Um relatório recente da Century Song, o Life Trends 2025, revelou mudanças profundas na forma como lidamos com a tecnologia, os negócios e o mundo. Com base em uma pesquisa global com mais de 24 mil pessoas em 22 países, o estudo aponta para uma reavaliação geral da nossa relação com o digital.

Nesse cenário de crescente ceticismo, a qualidade do conteúdo se torna não apenas um diferencial, mas uma necessidade estratégica. É aqui que o trabalho de um profissional de SEO ganha nova relevância: ir além da simples otimização para mecanismos de busca para focar na otimização para a confiança do usuário. Criar material verdadeiramente útil, bem pesquisado e transparente é a chave para construir autoridade, engajar um público cansado de superficialidades e, finalmente, se destacar em um ambiente digital onde a autenticidade é o novo padrão-ouro.

1. O Custo da Desconfiança

A confiança no ambiente digital está em baixa. Com a popularização da IA generativa, tornou-se muito fácil criar notícias falsas e golpes sofisticados.

O resultado? Desconfiança generalizada.

Mais de 52% dos entrevistados relataram ter visto notícias falsas ou sido alvos de deepfakes no último ano.

Essa insegurança se estende às buscas online, inundadas por conteúdo patrocinado, recomendações pagas e “slop content”, material de IA de baixa qualidade.

Um dado impactante: 52,8% duvidam da autenticidade das avaliações online. Isso força as marcas a um esforço extra para provar que são genuínas e confiáveis.

2. Criando Filhos num Mundo Digital Complexo

Guiar crianças e adolescentes no ambiente digital tornou-se um desafio enorme para os pais. Pesquisas sérias, como as citadas por Jonathan Haidt, mostram o impacto real das redes sociais na saúde mental dos jovens, incluindo ansiedade e depressão.

Os perigos são reais: cyberbullying, deepfakes íntimos, extorsão sexual online e exposição a conteúdos extremistas.

Como resposta, governos, escolas e famílias estão agindo. Leis como a “Kids Code” nos EUA e movimentos para limitar o uso de smartphones antes dos 14 anos ganham força. A discussão sobre celulares simplificados para crianças é um reflexo dessa busca por controle.

3. A Economia da Impaciência

Na era da informação instantânea, as pessoas buscam soluções rápidas, mesmo que arriscadas.

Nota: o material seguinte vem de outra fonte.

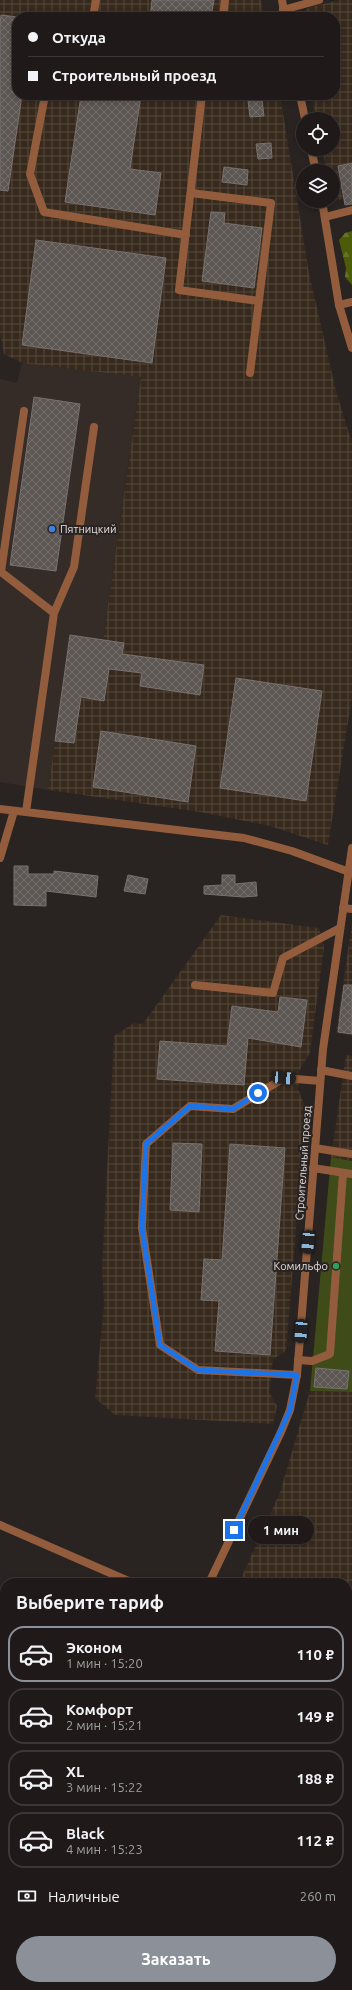 <!DOCTYPE html>
<html lang="ru">
<head>
<meta charset="utf-8">
<style>
  :root { --surface:#1f1a19; --page:#272322; --text:#f1f3f6; --muted:#a1a1a2; --line:#3c3838; --accent:#8c9099 }
  body { margin:0; font-family:Ubuntu,sans-serif; background:var(--page); color:var(--text); height:100vh; display:flex; flex-direction:column; font-size:15px; white-space:nowrap }
  * { box-sizing:border-box; margin:0 }
  p { font-size:13px; color:var(--muted) }
  .icon { flex:none; width:22px; height:22px; fill:none; stroke:currentColor; stroke-width:2; stroke-linecap:round; stroke-linejoin:round }
  .map { position:relative; flex:1; overflow:hidden }
  .side { position:absolute; left:0px; top:1578px; width:352px; height:412px; display:flex; flex-direction:column; background:var(--surface); border-radius:16px 16px 0 0; box-shadow:0 2px 6px #0003,0 0 0 1px var(--line) }
  .side>* { flex:none }
  .top-card { position:absolute; left:12px; top:12px; width:328px; height:88px; border-radius:16px; box-shadow:0 2px 6px #0003,0 0 0 1px var(--line); display:grid; align-content:center; height:88px; padding:0 16px; background:var(--surface) }
  .tools { position:absolute; left:296px; top:112px; display:grid; gap:8px }
  .tools a { display:grid; place-items:center; width:44px; height:44px; border-radius:50%; background:var(--surface); box-shadow:0 2px 6px #0003,0 0 0 1px var(--line); font-size:20px }
  .end { position:absolute; width:18px; height:18px; margin:-9px; border:5px solid #1a73e8; background:#fff; box-shadow:0 0 0 2px #fff }
  .from { border-radius:50% }
  .bubble { position:absolute; height:28px; border-radius:14px; background:var(--surface); box-shadow:0 2px 6px #0003,0 0 0 1px var(--line); font-size:13px; font-weight:600; line-height:28px; text-align:center }
  .car { position:absolute; width:12px; height:24px; margin:-12px -6px; border-radius:5px; box-shadow:0 0 3px 1px #0007; background:linear-gradient(#222 24%,#8ab4d8 0 40%,#222 0 76%,#8ab4d8 0 86%,#222 0) }
  .top-card b { display:flex; align-items:center; gap:14px; height:38px; font-size:15px }
  .top-card b+b { border-top:1px solid var(--line) }
  .top-card i { width:10px; height:10px; background:var(--text) }
  ul { padding:0; list-style:none }
  li { display:flex; align-items:center; gap:12px; height:56px; margin:0 8px 6px; padding:0 8px; border:2px solid var(--line); border-radius:16px }
  li div { flex:1 }
  li b { display:block; font-size:15px }
  li em { font-style:normal; font-weight:600 }
  li.active { border-color:var(--accent) }
  li>.icon { width:36px; height:36px; stroke-width:1.5 }
  h2 { padding:0 16px; font-size:18px; line-height:48px }
  .pay { display:flex; align-items:center; gap:10px; height:44px; padding:0 16px; font-size:15px }
  .pay p { margin-inline-start:auto }
  .button { display:flex; gap:8px; margin-top:auto; padding:8px 16px }
  .button a { flex:1; height:46px; border-radius:24px; background:var(--accent); color:#fff; font-size:16px; font-weight:600; line-height:46px; text-align:center }
  .map>svg:first-child { display:block }
  .built { fill:#362c27 }
  .industrial { fill:url(#industrial-grid) }
  .green { fill:#3f4b19 }
  .forest { fill:url(#forest-firs) }
  .building { fill:url(#building-cross-hatch); stroke:#78716f }
  .lines { fill:none; stroke-linecap:round; stroke-linejoin:round }
  .lane { stroke:#935d3d; stroke-width:8 }
  .street { stroke:#935d3d; stroke-width:8 }
  .route { stroke:#1a73e8; stroke-width:5 }
  .shop-dot { fill:#3f7fe0; stroke:#292321; stroke-width:1.5 }
  .leisure-dot { fill:#2e9e5b; stroke:#292321; stroke-width:1.5 }
  .labels { text-anchor:middle; stroke-width:4; stroke-linejoin:round; paint-order:stroke }
  .poi-label { font-size:11px; fill:#e2dedd; stroke:#292321; text-anchor:start }
  .street-label { font-size:11px; fill:#e2dedd; stroke:#292321 }
</style>
</head>
<body>
<div class="map">
<svg width="352" height="1990" viewBox="0 0 352 1990">
  <defs>
    <pattern id="industrial-grid" width="8" height="8" patternUnits="userSpaceOnUse"><rect width="8" height="8" fill="#38291d"/><path d="M0 4h8M4 0v8" fill="none" stroke="#54483d"/></pattern>
    <pattern id="forest-firs" width="22" height="20" patternUnits="userSpaceOnUse"><rect width="22" height="20" fill="#4b5b07"/><path d="M5 1l3.5 6h-7zM16 11l3.5 6h-7z" fill="#65722b"/></pattern>
    <pattern id="building-cross-hatch" width="8" height="8" patternUnits="userSpaceOnUse"><rect width="8" height="8" fill="#5d5754"/><path d="M0 0l8 8M0 8l8-8" fill="none" stroke="#746f6c"/></pattern>
  </defs>
  <rect width="100%" height="100%" fill="#292321"/>
  <!-- built -->
  <path class="built" d="M22 363 141 376 103 640 66 662 48 790 0 782V379L17 383Z"/>
  <!-- industrial -->
  <path class="industrial" d="M0 0H261L264 17H17V95H280L309 273 336 391 352 443V697L328 845 270 826 200 812 48 790 70 635 103 640 141 377 22 363 4 354 0 334Z
    M340 0H352V197L333 201V171H327L322 149H333V119H316L311 95H335V17H295L310 7Z
    M221 915 319 928 324 947 310 1053 299 1071 298 1089 306 1109 286 1351 273 1359 269 1392 277 1406 273 1424 115 1415 95 1398 104 1304 102 1268 114 1036 134 1023 143 1024Z
    M352 923V1035L336 1033Z
    M346 1055 352 1056V1161L331 1157Z
    M310 1391 352 1392V1937L347 1935V1583H239L280 1492Z"/>
  <!-- green -->
  <path class="green" d="M331 1157 352 1161V1392L310 1391Z
    M69 1985H117L114 1990H80Z
    M145 1985H196L207 1990H143Z"/>
  <!-- forest -->
  <path class="forest" d="M352 231V285L345 277 346 268 339 240 345 233Z"/>
  <!-- building -->
  <path class="building" d="M152 0H214L211 17H150Z
    M1 15 17 17V95H22L8 191 0 190V24Z
    M81 95H141L130 169 161 173 155 215 65 202Z
    M262 100 264 116 250 117 248 101Z
    M271 143 272 158 258 159 256 144Z
    M352 163V204L345 205 338 166Z
    M224 167 248 170 247 185 222 182Z
    M211 212 225 213 224 223 262 228 254 288 202 281Z
    M36 240 166 258 152 363 22 345Z
    M34 397 80 404 56 571 10 565Z
    M70 635 124 643 122 654 204 665 200 695 140 686 142 673 109 669 104 701 81 697 74 743 55 741Z
    M236 678 322 691 306 801 220 788Z
    M101 731 196 746 188 802 93 787Z
    M14 866H28V874H54V871L98 876 96 897 46 891V906L14 905Z
    M128 875 148 879 145 894 124 891Z
    M222 875H235V884L256 882 257 896 243 897 204 894V886L222 885Z
    M344 985H352V1034L338 1032Z
    M280 997 307 1000 301 1047 248 1038 244 1085 157 1079 160 1041 227 1046 232 1006 278 1012Z
    M173 1143 202 1144 199 1212 170 1210Z
    M230 1144 285 1148 270 1355 215 1351 219 1301 201 1300 204 1259 222 1260Z
    M316 1368 349 1371 347 1389 314 1387Z"/>
  <g class="lines">
    <!-- lane -->
    <path class="lane" d="M283 10 319 0
      M93 17 96 0
      M223 17 225 0
      M45 95 30 174 44 212 186 235
      M202 95 179 290 259 301
      M191 193 271 203 250 373
      M325 217 352 210
      M339 305 352 302
      M24 411 1 572 54 613
      M0 809 244 838 292 851 352 873
      M26 812 54 613 74 567 94 427
      M0 858 14 811
      M343 908 352 909
      M195 985 273 993 283 958 340 928
      M321 1070 352 1076
      M315 1148 352 1154
      M313 1168 352 1174
      M298 1360 312 1361 330 1354 343 1173
      M297 1375 198 1370 160 1345 142 1228 146 1144 190 1106 233 1109 284 1078 320 1081
      M0 1525 133 1583
      M347 1968 352 1970
      M274 1990 276 1985"/>
    <!-- street -->
    <path class="street" d="M282 0 285 17
      M300 95 305 119
      M311 149 316 171
      M322 201 339 305 352 348
      M209 1583 281 1432 290 1410 297 1375 323 1049 352 848
      M19 1990 21 1985"/>
  </g>
  <g class="lines">
    <!-- route -->
    <path class="route" d="M234 1530 285 1421 290 1410 297 1375 198 1370 160 1345 142 1228 146 1144 190 1106 233 1109 258 1093"/>
  </g>
  <!-- markers -->
  <circle class="shop-dot" cx="52" cy="529" r="4"/>
  <circle class="leisure-dot" cx="336" cy="1266" r="4"/>
  <g class="labels">
    <!-- poi labels -->
    <g class="poi-label">
      <text x="60" y="533">Пятницкий</text>
      <text x="328" y="1270" text-anchor="end">Комильфо</text>
    </g>
    <!-- street labels -->
    <g class="street-label">
      <text transform="translate(303 1163) rotate(-86)" y="4">Строительный проезд</text>
    </g>
  </g>
</svg>
<div class="tools">
<a><svg class="icon" aria-label="locate" viewBox="0 0 24 24"><circle cx="12" cy="12" r="6"/><path d="M12 2v4M12 18v4M2 12h4M18 12h4"/></svg></a>
<a><svg class="icon" aria-label="layers" viewBox="0 0 24 24"><path d="M12 4l9 5-9 5-9-5zM3 14l9 5 9-5"/></svg></a>
</div>
<i class="end from" style="left:258px;top:1093px"></i>
<i class="end" style="left:234px;top:1530px"></i>
<div class="bubble" style="left:248px;top:1516px;width:66px">1 мин</div>
<i class="car" style="left:284px;top:1078px;rotate:94deg"></i>
<i class="car" style="left:308px;top:1242px;rotate:185deg"></i>
<i class="car" style="left:301px;top:1331px;rotate:184deg"></i>
<div class="top-card">
<b><i class="from"></i>Откуда</b>
<b><i></i>Строительный проезд</b>
</div>
<section class="side">
<h2>Выберите тариф</h2>
<ul>
<li class="active"><svg class="icon" aria-label="car" viewBox="0 0 24 24"><path d="M5 17H2v-5l4-1 3-4h7l3 4 3 1v5h-3M9 17h6M6 11h13"/><circle cx="7" cy="17" r="2"/><circle cx="17" cy="17" r="2"/></svg><div><b>Эконом</b><p>1 мин · 15:20</p></div><em>110 ₽</em></li>
<li><svg class="icon" aria-label="car" viewBox="0 0 24 24"><path d="M5 17H2v-5l4-1 3-4h7l3 4 3 1v5h-3M9 17h6M6 11h13"/><circle cx="7" cy="17" r="2"/><circle cx="17" cy="17" r="2"/></svg><div><b>Комфорт</b><p>2 мин · 15:21</p></div><em>149 ₽</em></li>
<li><svg class="icon" aria-label="car" viewBox="0 0 24 24"><path d="M5 17H2v-5l4-1 3-4h7l3 4 3 1v5h-3M9 17h6M6 11h13"/><circle cx="7" cy="17" r="2"/><circle cx="17" cy="17" r="2"/></svg><div><b>XL</b><p>3 мин · 15:22</p></div><em>188 ₽</em></li>
<li><svg class="icon" aria-label="car" viewBox="0 0 24 24"><path d="M5 17H2v-5l4-1 3-4h7l3 4 3 1v5h-3M9 17h6M6 11h13"/><circle cx="7" cy="17" r="2"/><circle cx="17" cy="17" r="2"/></svg><div><b>Black</b><p>4 мин · 15:23</p></div><em>112 ₽</em></li>
</ul>
<div class="pay"><svg class="icon" aria-label="cash" viewBox="0 0 24 24"><path d="M3 7h18v10H3z"/><circle cx="12" cy="12" r="2"/></svg>Наличные<p>260 m</p></div>
<div class="button"><a>Заказать</a></div>
</section>
</div>
</body>
</html>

O conceito de jugaad, resolver problemas com o que se tem à mão, se popularizou.

Um total de 55% dos entrevistados admitiu preferir a solução rápida, especialmente em áreas sensíveis como saúde e finanças.

Isso explica a onda de autodiagnóstico online, dicas financeiras em redes sociais (#passivincome) e os side hustles para renda extra (28,1% começaram um no último ano). Até mesmo a compra de ouro em máquinas automáticas se enquadra nesse movimento.

4. A Dignidade do Trabalho

No ambiente corporativo, uma tensão clara se forma. O engajamento global caiu, e muitos profissionais se sentem tratados como recursos, e não como pessoas.

Apenas 45% acreditam que sua empresa os vê como indivíduos.

Por isso, o equilíbrio entre vida pessoal e trabalho se tornou mais importante que o salário para 52% dos entrevistados. A IA generativa, embora útil para 75%, gera estresse (60%) e incertezas sobre seu impacto nos empregos.

A solução apontada pelo relatório? Uma liderança mais humana, que restaure a energia das equipes e trate as pessoas com dignidade. A experiência do funcionário reflete diretamente na experiência do cliente.

5. O Repovamento Social

Como reação à saturação digital, surge o social rewilding: um movimento consciente em busca de profundidade, autenticidade e experiências sensoriais no mundo real.

Os números comprovam essa tendência:

  • 48% buscaram mais contato com a natureza.

  • 47% priorizaram encontrar amigos offline.

  • 30,1% voltaram a ler livros físicos.

Há também uma nostalgia do pré-digital, com o ressurgimento de tecnologias mais simples, como vinis, câmeras descartáveis e dumb phones. Hobbies manuais, como cerâmica, também voltaram com força.

O dado mais significativo: 41,9% disseram que a experiência mais marcante da última semana foi física, não digital.

O Reequilíbrio como Tendência Central

O que emerge desse panorama é uma busca coletiva por reequilíbrio. As pessoas estão renegociando seus termos com a tecnologia, priorizando controle, verdade e conexão humana autêntica.

Isso deixa uma provocação final para marcas e organizações: como participar genuinamente desse movimento em direção ao autêntico e ao humano?

No fim, a autenticidade se tornou a moeda mais valiosa. E quem souber oferecê-la de forma verdadeira estará um passo à frente.


Inspirado na Fonte: Relatório Life Trends 2025, Century Song.